İ’lay-ı Kelimetullah uğrunda kardeşlik hukukunu ayakta tutmanın imandan ve namazı ikameden sonra Dinde büyük bir farz olduğunu bilerek, nerede olursak olalım buna bağlı kalıp sahip olduğum tüm imkânlarımla kardeşlerimin yanında olacağıma ve “bu çerçeve içinde olan tüm insanları”  kardeş bilip onların yanında olacağıma ve onların tek cemaat ve ümmet olduklarından hareketle, fırkacılık yapmayacağıma, daima “hüda” “hakk”  ve “sünnet” olanı üstün kılacağıma, kardeşlerimle maddi ve imanî bağlarımı koparmadan sahiplendiğimiz değerleri her yerde savunacağıma, bu kardeşliği imkânım olan her zaman ve mekânda genişletmeye ve güçlendirmeye çalışacağıma, Sünnete karşı dalaleti ve akılcılığı öne çıkaranlarla; elimle, dilimle ve kalbimle mücadele edeceğime, kendime selef-i salih’in güzel insanlarını örnek edineceğime ve hayatımda Rasul’ün  (sallallahu aleyhi ve sellem)  Sünnetini uygulayacağıma söz veriyorum.
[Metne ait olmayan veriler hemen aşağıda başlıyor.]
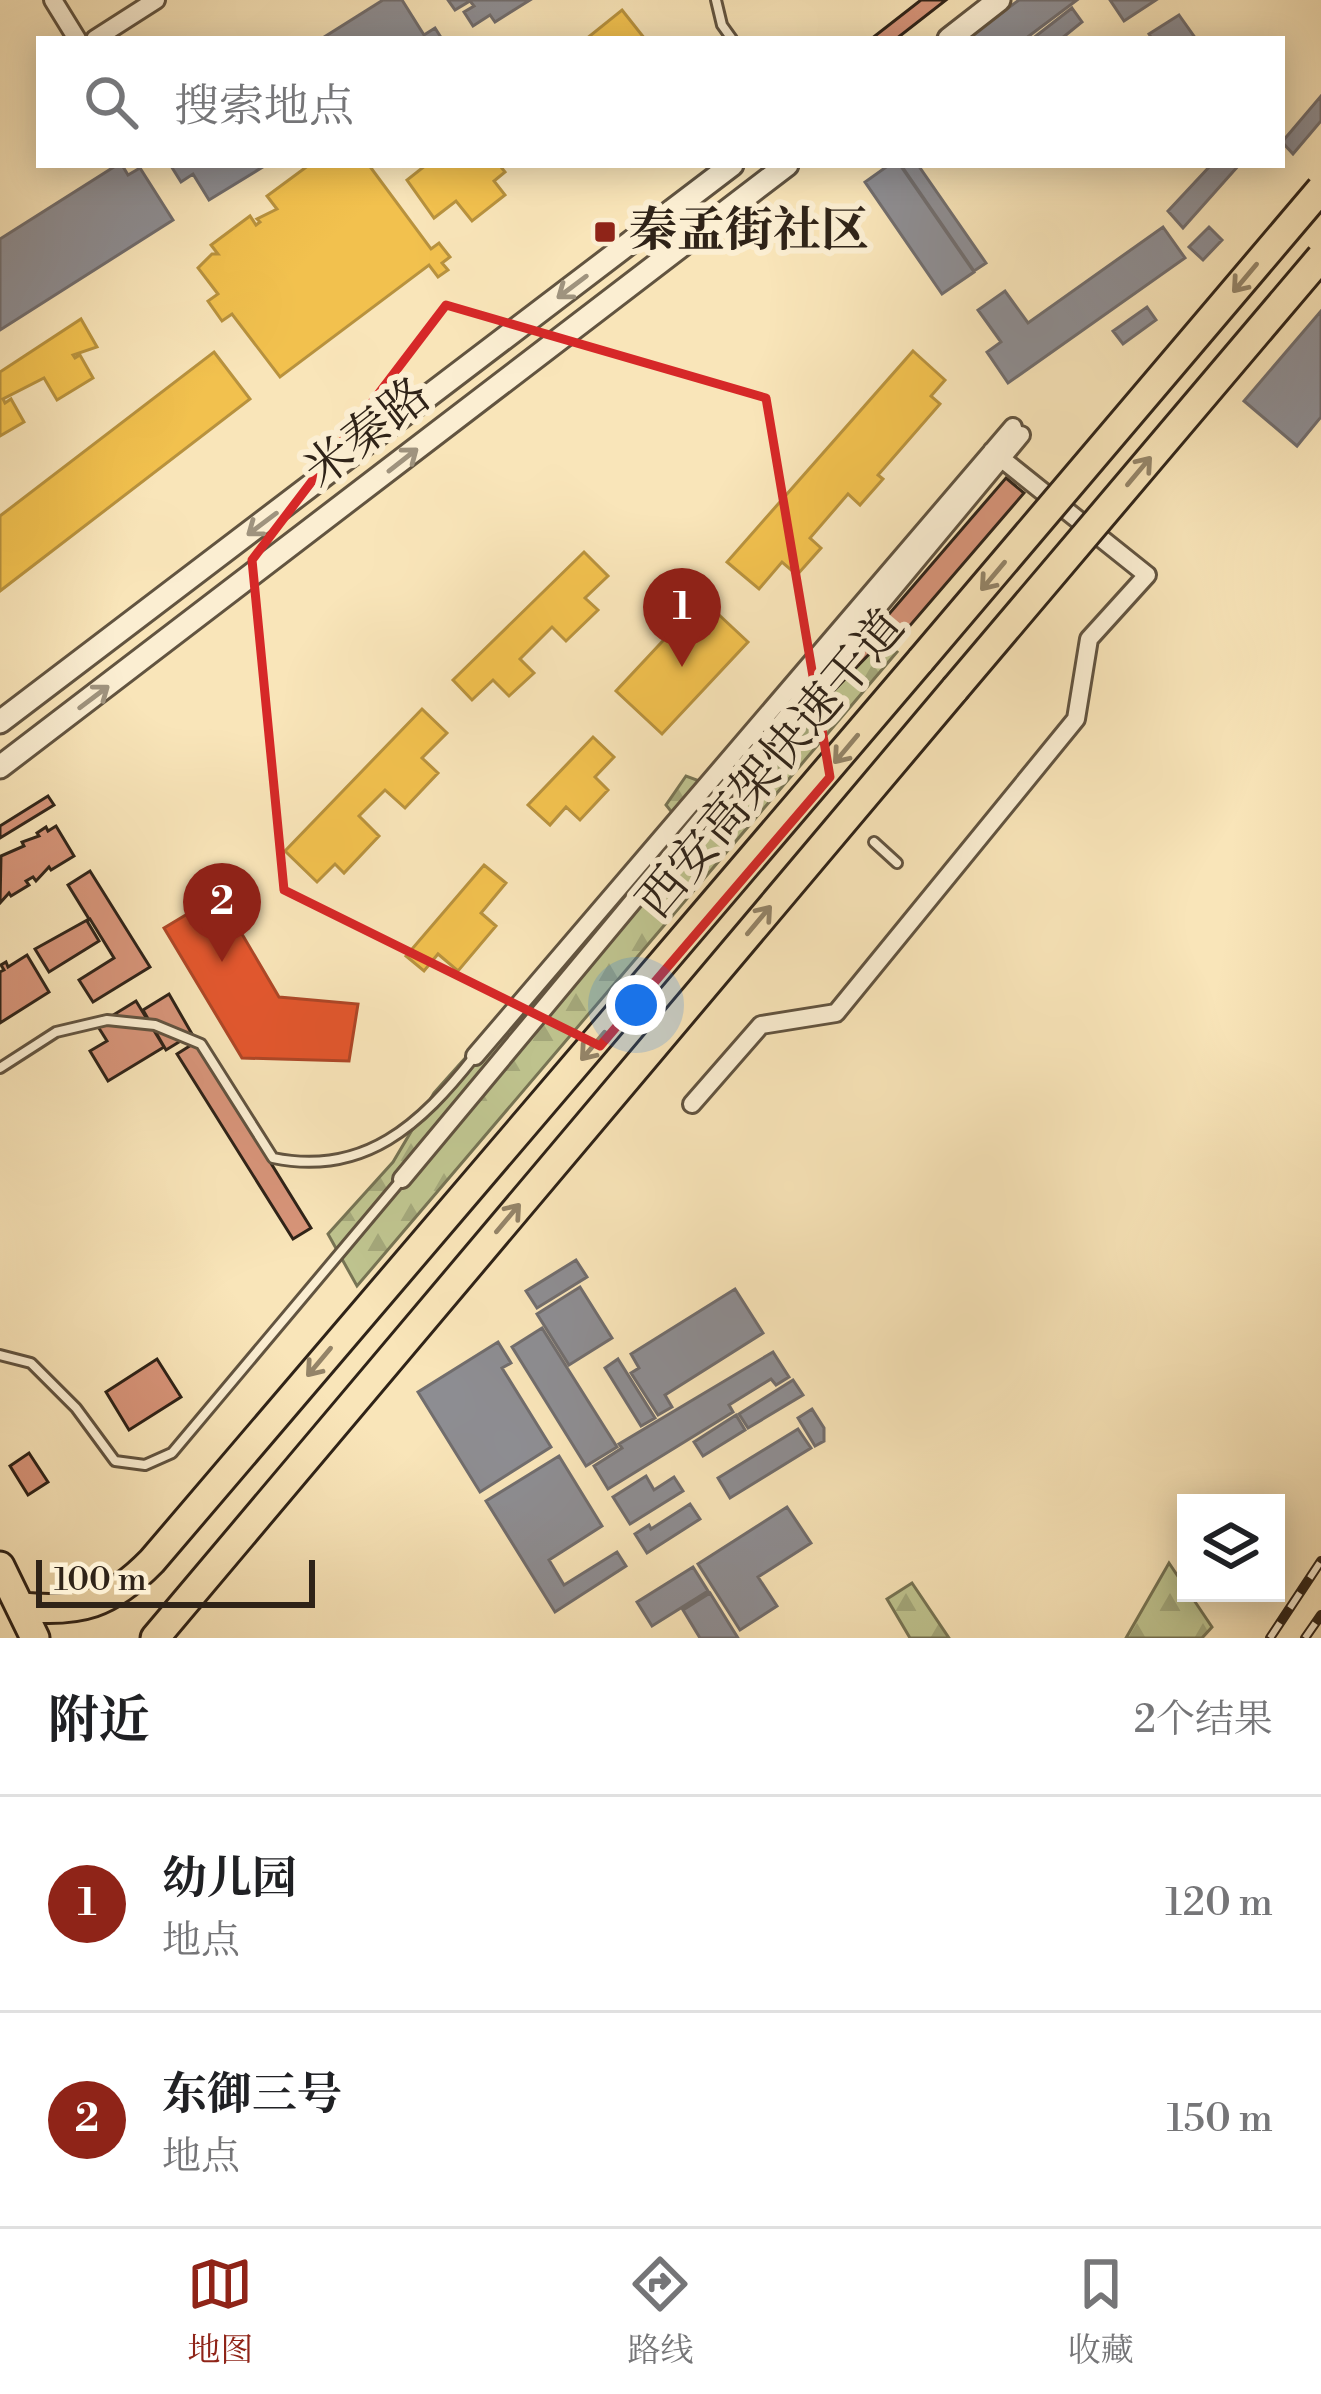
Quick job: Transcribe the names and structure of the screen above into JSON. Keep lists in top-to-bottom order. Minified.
{"streets":{"highway":["西安高架快速干道"],"street":["米秦路"]},"places":{"transit":["秦孟街社区"]},"scale_bar":"100 m","page":{"search":"搜索地点","pins":["1","2"],"scale":"100 m","heading":["附近","2个结果"],"list":[{"mark":"1","name":"幼儿园","note":"地点","value":"120 m"},{"mark":"2","name":"东御三号","note":"地点","value":"150 m"}],"nav":["地图","路线","收藏"]}}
Sade bir hayat yaşayarak, güzel örnek olmaya, dünyayı arzulayanların düştükleri sefalete düşmemek için iman kardeşliği çerçevesinde bunu azimle gerçekleştirmeye; “ilim” “infak” “ıslah” ve “nasihat”le üzerime düşen vazifeyi eda edeceğime, bu uğurda nefislerimizi ve ailelerimizi terbiye ederek, her “ma’ruf” “hüda” ve “sünnet” ve “hayr, hasen olan her vesileye” gereken desteği vereceğime; bu beraberliği nerede olursa oluşturmaya gayret edeceğime, “takva” ve “sıdk”tan başka hiçbir sıfatı Dinde insanları tercihte (özel emanet ve ehliyete dair durumlar hariç) önde tutmayacağıma, hased, buğz ve fitneye sebep olacak davranışlardan kaçınacağıma ve buna yol açacak olan şeylere ve kimselere karşı da anında hikmetle ve güzel sözle meydan vermeyeceğime gıybet ve nemime’den uzak kalacağıma, bana hakkı geçenlerin haklarını helal ettirerek, şeytanın kardeşliğimizi ifsad edip onu adavete çevirmesine karşı duracağıma, her zaman kardeşlerimin iyiliğini dileyip onlara dua edeceğime ve onlar hakkında hüsn-ü zannı elden bırakmayacağıma, hareketlerimizi meşvere ederek daha iyiye doğruya götüreceğime ve bu yolda cimrilik yapmadan Allah’ın bana verdiklerini; Allah yolunda istimal edeceğime, helali gözetip, haram ve şüpheli olandan kaçınacağıma, her halükârda Allah’ın zikrini kalbimden ve dilimden eksik etmeyeceğime ve Allah yolunda ölmeyi akıldan uzak tutmayacağıma, her gün daha iyiye ve hayırlı olana doğru çaba sarfedip dünyaya çakılmayacağıma, Kur’an’ın bizden beklediği yüce görevler olduğuna iman ederek, “İbrahimî bir ümmet” olmak için yaşamamın, ibadet etmemin ve gerekirse bu yolda canımı vermemin; Allah’ın dinine imandan olduğuna iman ettiğimi beyan ediyor ve bu ahdimde, Allah Azze ve Celle’nin hidayetini, lütfunu, inayet ve rahmetini üzerimizden eksik etmemesini, İslam üzere yaşatmasını ve iman üzere canımızı almasını, Kur’an’ı dünyada imamız, ahirete giderken mürşidimiz, kabirde aydınlığımız, yeniden dirileceğimiz günde, refikimiz ve munisimiz, hesapta da şefaatçimiz kılmasını ve cennette rasulü’nün “havz”ından kana kana içenlerden ve daru’sselam’da; nebiler, şehidler ve salihlerle birlikte kılmasını ve “nasûh bir tevbe” üzere huzuruna çıkmamızı, katında temiz bir kelime ve salih bir amel kılmasını diliyorum.